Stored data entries
[Start of section]
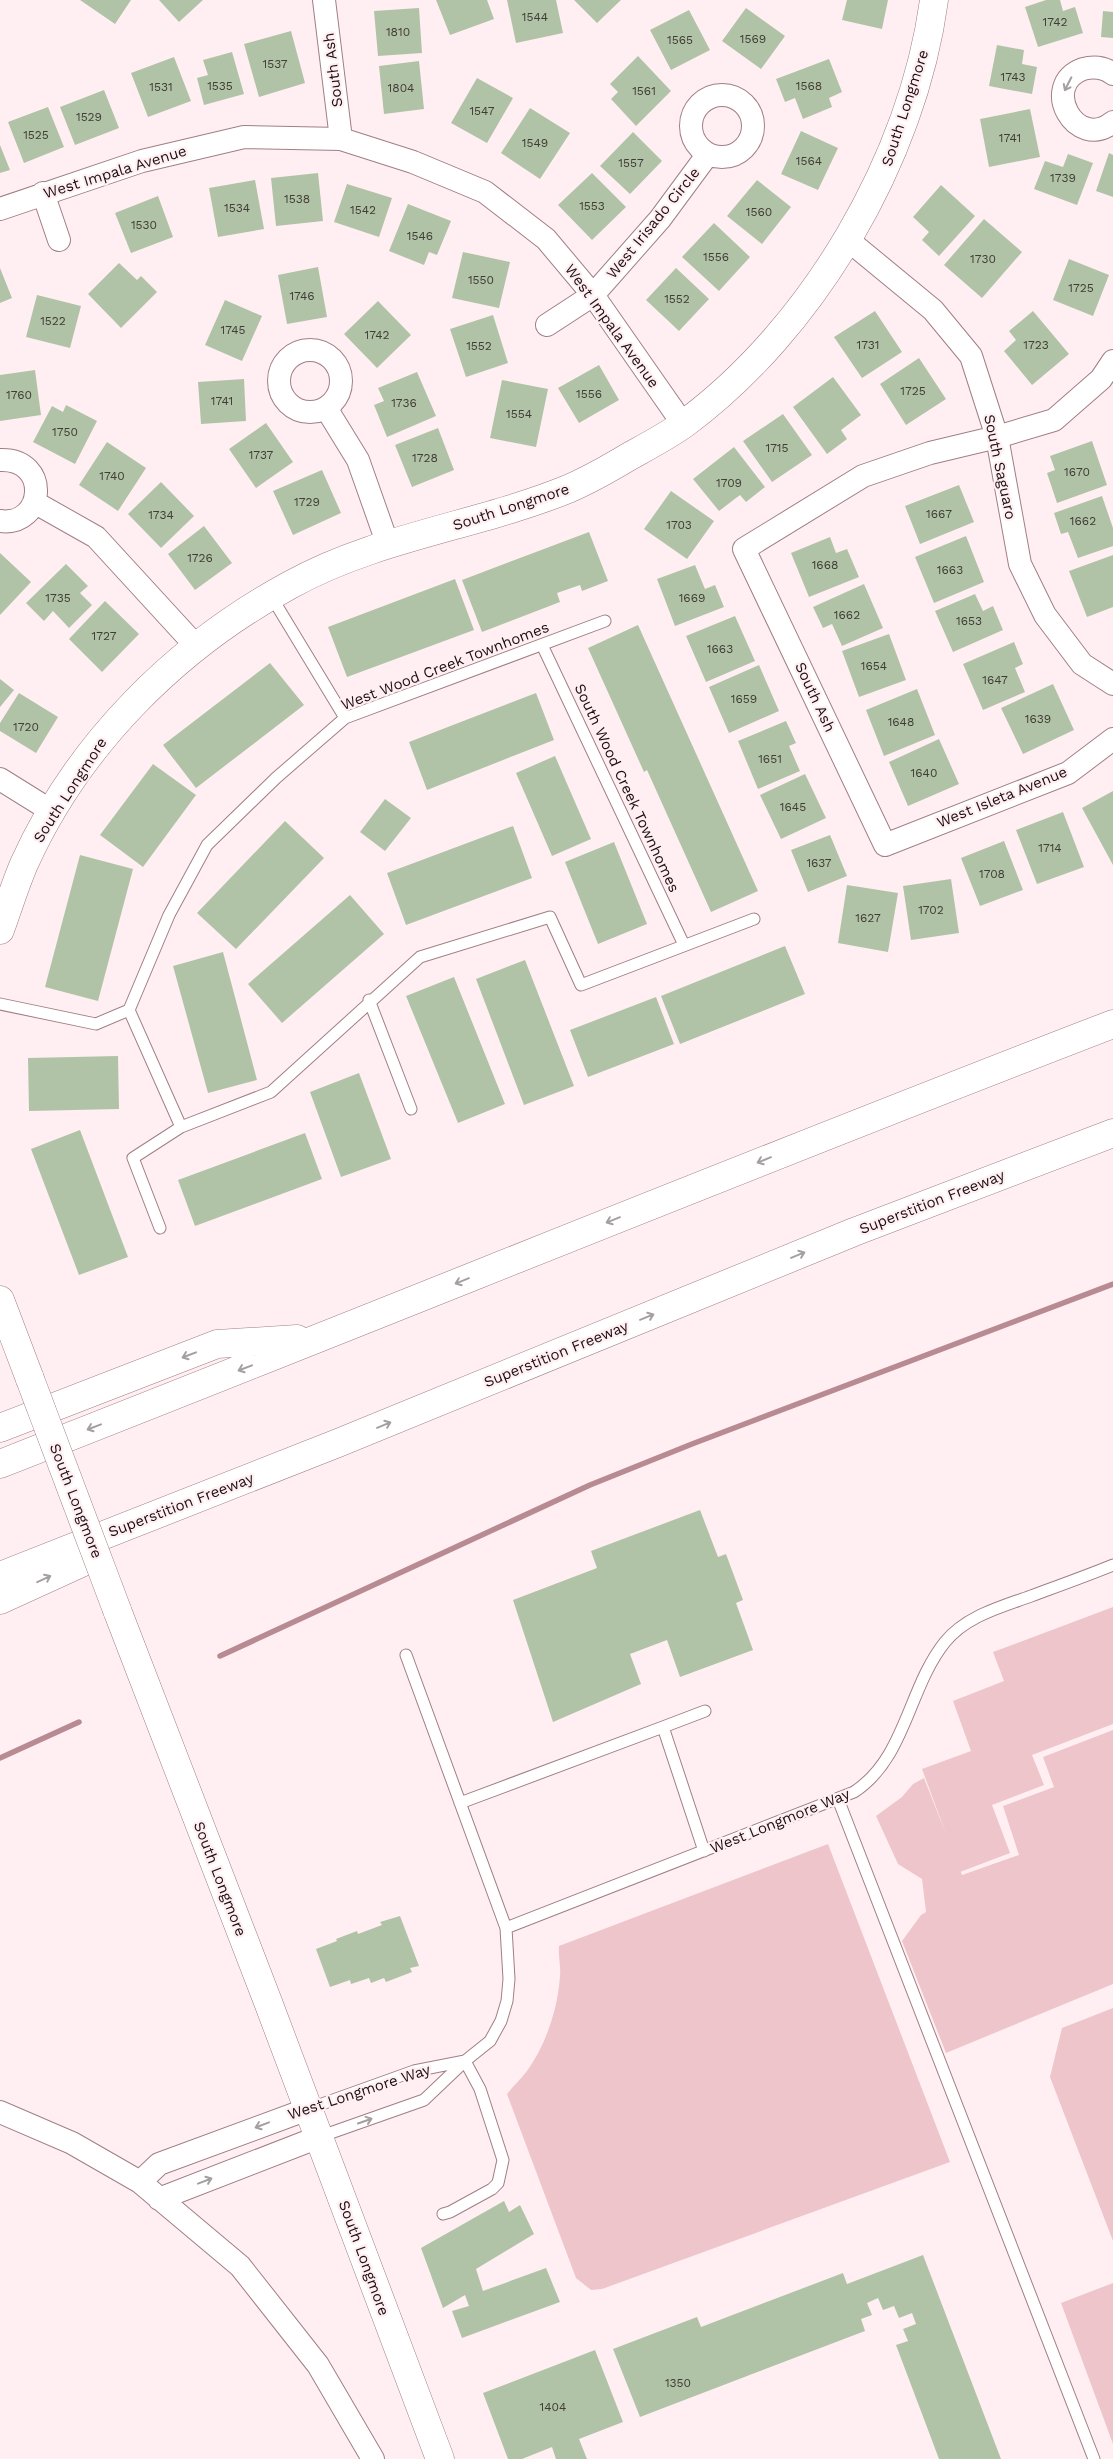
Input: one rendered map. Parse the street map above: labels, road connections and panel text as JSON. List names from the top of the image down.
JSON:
{
  "streets": {
    "main road": ["South Longmore", "Superstition Freeway"],
    "street": [
      "South Ash",
      "West Impala Avenue",
      "West Irisado Circle",
      "South Saguaro",
      "West Isleta Avenue",
      "West Longmore Way"
    ],
    "lane": ["West Wood Creek Townhomes", "South Wood Creek Townhomes"]
  },
  "crossings": [
    ["South Ash", "West Impala Avenue"],
    ["South Ash", "South Saguaro"],
    ["South Ash", "West Isleta Avenue"],
    ["South Longmore", "West Impala Avenue"],
    ["South Longmore", "South Saguaro"],
    ["South Longmore", "West Longmore Way"],
    ["West Impala Avenue", "West Irisado Circle"],
    ["West Wood Creek Townhomes", "South Wood Creek Townhomes"]
  ],
  "house_numbers": [
    "1544",
    "1742",
    "1810",
    "1569",
    "1565",
    "1537",
    "1743",
    "1535",
    "1568",
    "1531",
    "1804",
    "1561",
    "1547",
    "1529",
    "1525",
    "1741",
    "1549",
    "1564",
    "1557",
    "1739",
    "1538",
    "1553",
    "1534",
    "1542",
    "1560",
    "1530",
    "1546",
    "1556",
    "1730",
    "1550",
    "1725",
    "1746",
    "1552",
    "1522",
    "1745",
    "1742",
    "1731",
    "1723",
    "1552",
    "1725",
    "1556",
    "1760",
    "1741",
    "1736",
    "1554",
    "1750",
    "1715",
    "1737",
    "1728",
    "1670",
    "1740",
    "1709",
    "1729",
    "1667",
    "1734",
    "1662",
    "1703",
    "1726",
    "1668",
    "1663",
    "1735",
    "1669",
    "1662",
    "1653",
    "1727",
    "1663",
    "1654",
    "1647",
    "1659",
    "1639",
    "1648",
    "1720",
    "1651",
    "1640",
    "1645",
    "1714",
    "1637",
    "1708",
    "1702",
    "1627",
    "1350",
    "1404"
  ]
}
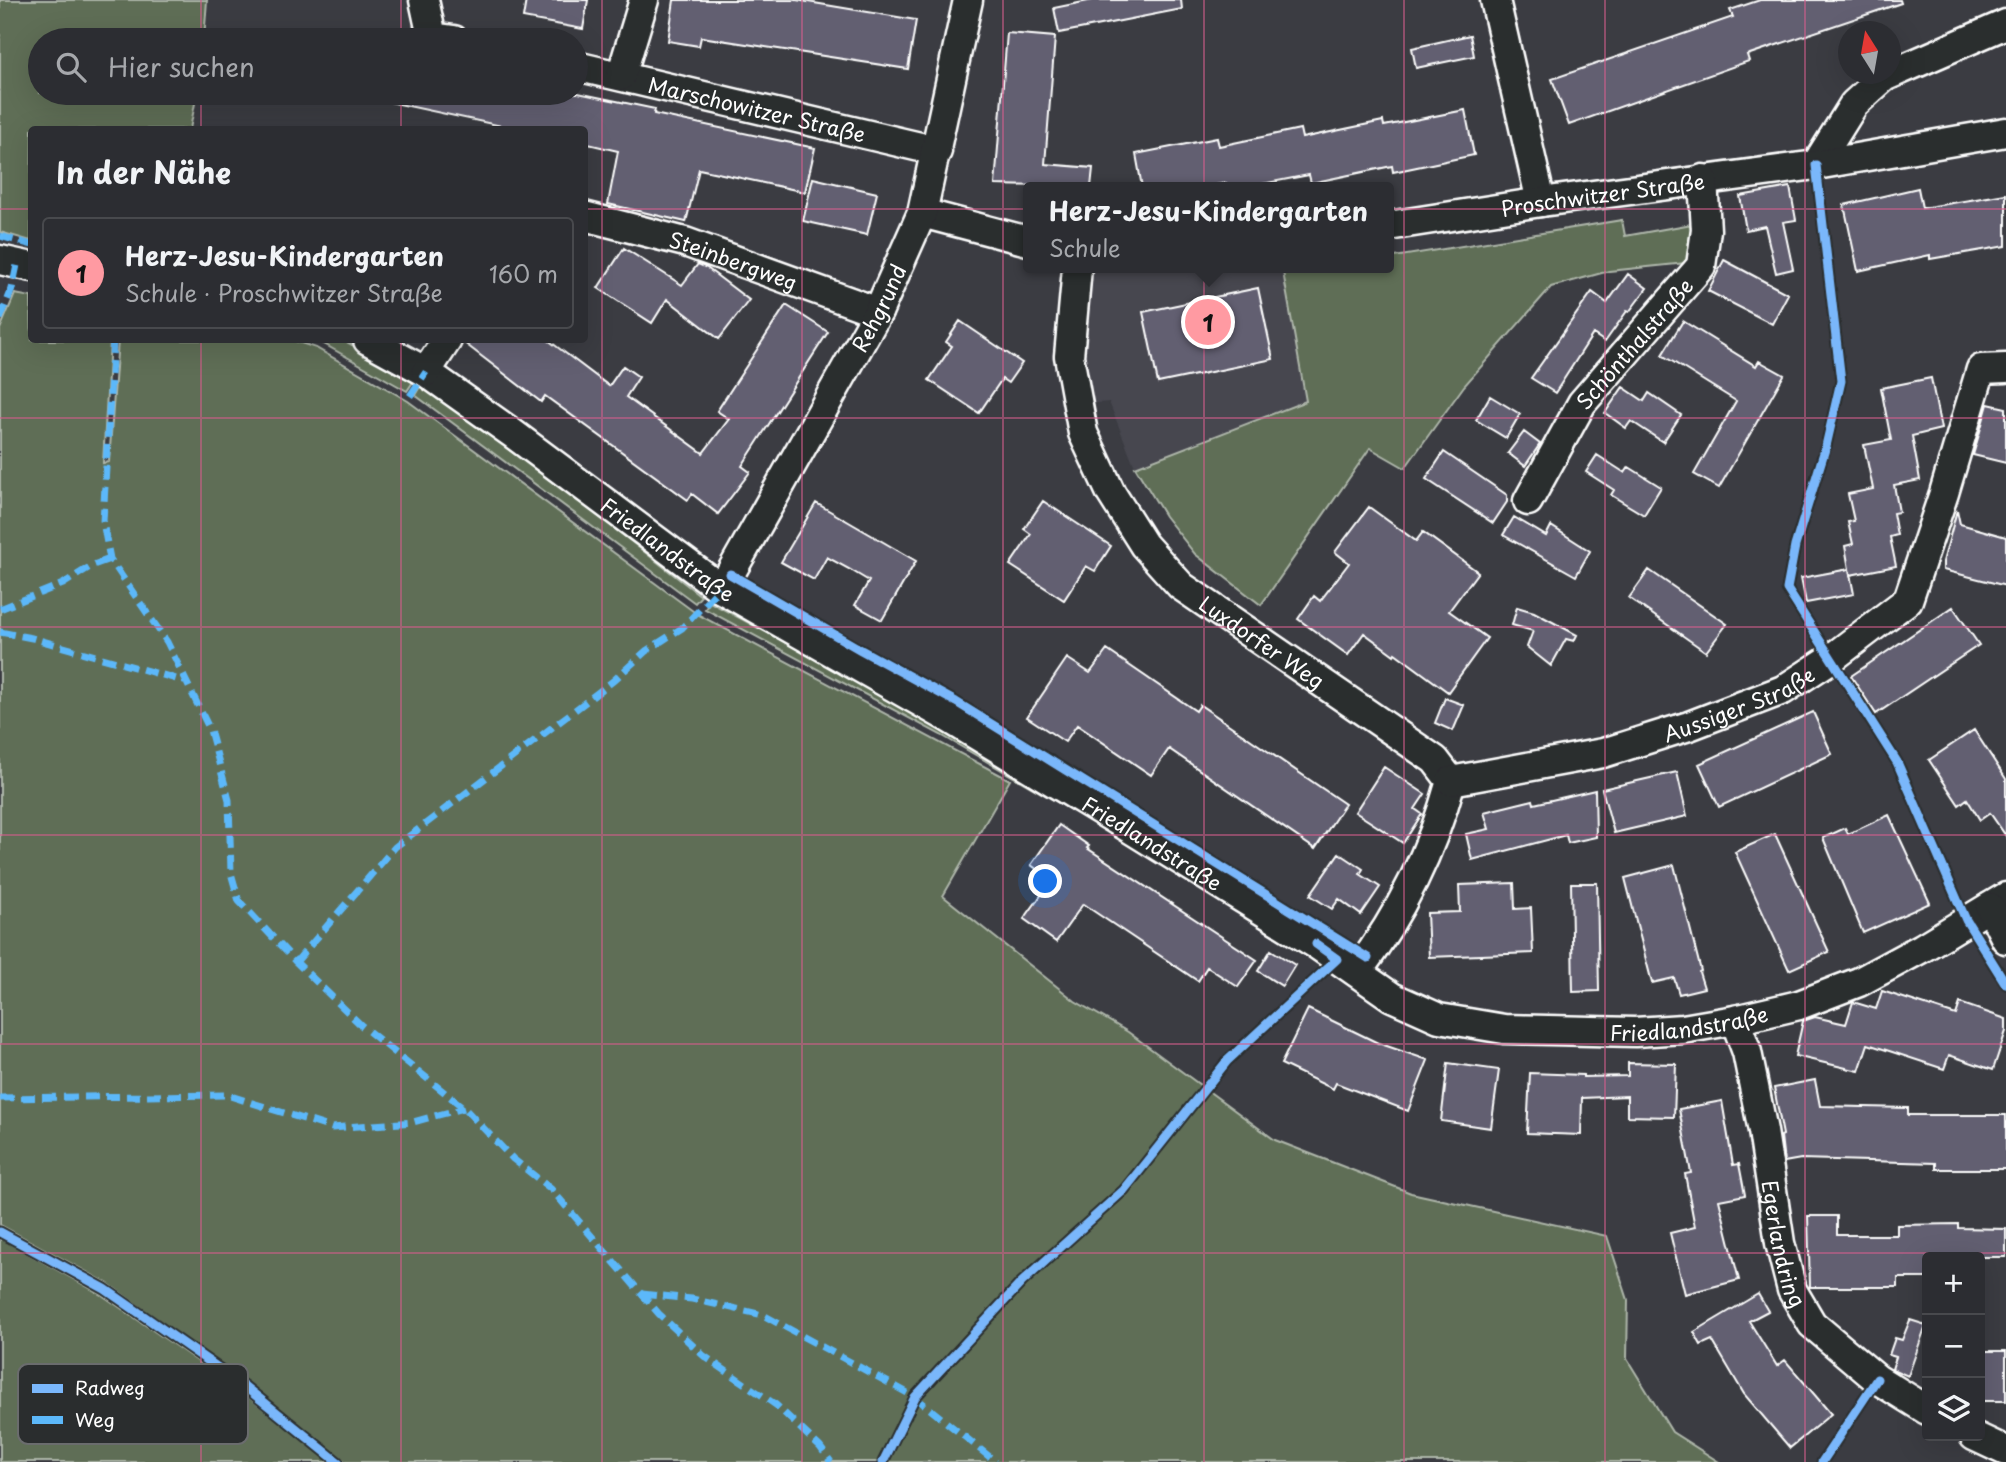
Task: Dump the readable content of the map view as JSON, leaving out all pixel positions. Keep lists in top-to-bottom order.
{
  "streets": {
    "street": [
      "Marschowitzer Straße",
      "Proschwitzer Straße",
      "Steinbergweg",
      "Rehgrund",
      "Schönthalstraße",
      "Friedlandstraße",
      "Luxdorfer Weg",
      "Aussiger Straße",
      "Egerlandring"
    ]
  },
  "crossings": [
    ["Marschowitzer Straße", "Rehgrund"],
    ["Proschwitzer Straße", "Schönthalstraße"],
    ["Steinbergweg", "Rehgrund"],
    ["Rehgrund", "Friedlandstraße"],
    ["Friedlandstraße", "Egerlandring"],
    ["Luxdorfer Weg", "Aussiger Straße"]
  ],
  "legend": ["Radweg", "Weg"],
  "north": "top",
  "page": {
    "search": "Hier suchen",
    "heading": "In der Nähe",
    "popup": ["Herz-Jesu-Kindergarten", "Schule"],
    "list": [
      {
        "mark": "1",
        "name": "Herz-Jesu-Kindergarten",
        "note": "Schule · Proschwitzer Straße",
        "value": "160 m"
      }
    ],
    "pins": "1",
    "map_buttons": ["+", "−"]
  }
}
[End of section]
**ABOUT THIS TASK:**
Whenever a line in the entries above includes the word "Avenue", pull that line out.

**YOUR SOLUTION:**
      "West Impala Avenue",
      "West Isleta Avenue",
    ["South Ash", "West Impala Avenue"],
    ["South Ash", "West Isleta Avenue"],
    ["South Longmore", "West Impala Avenue"],
    ["West Impala Avenue", "West Irisado Circle"],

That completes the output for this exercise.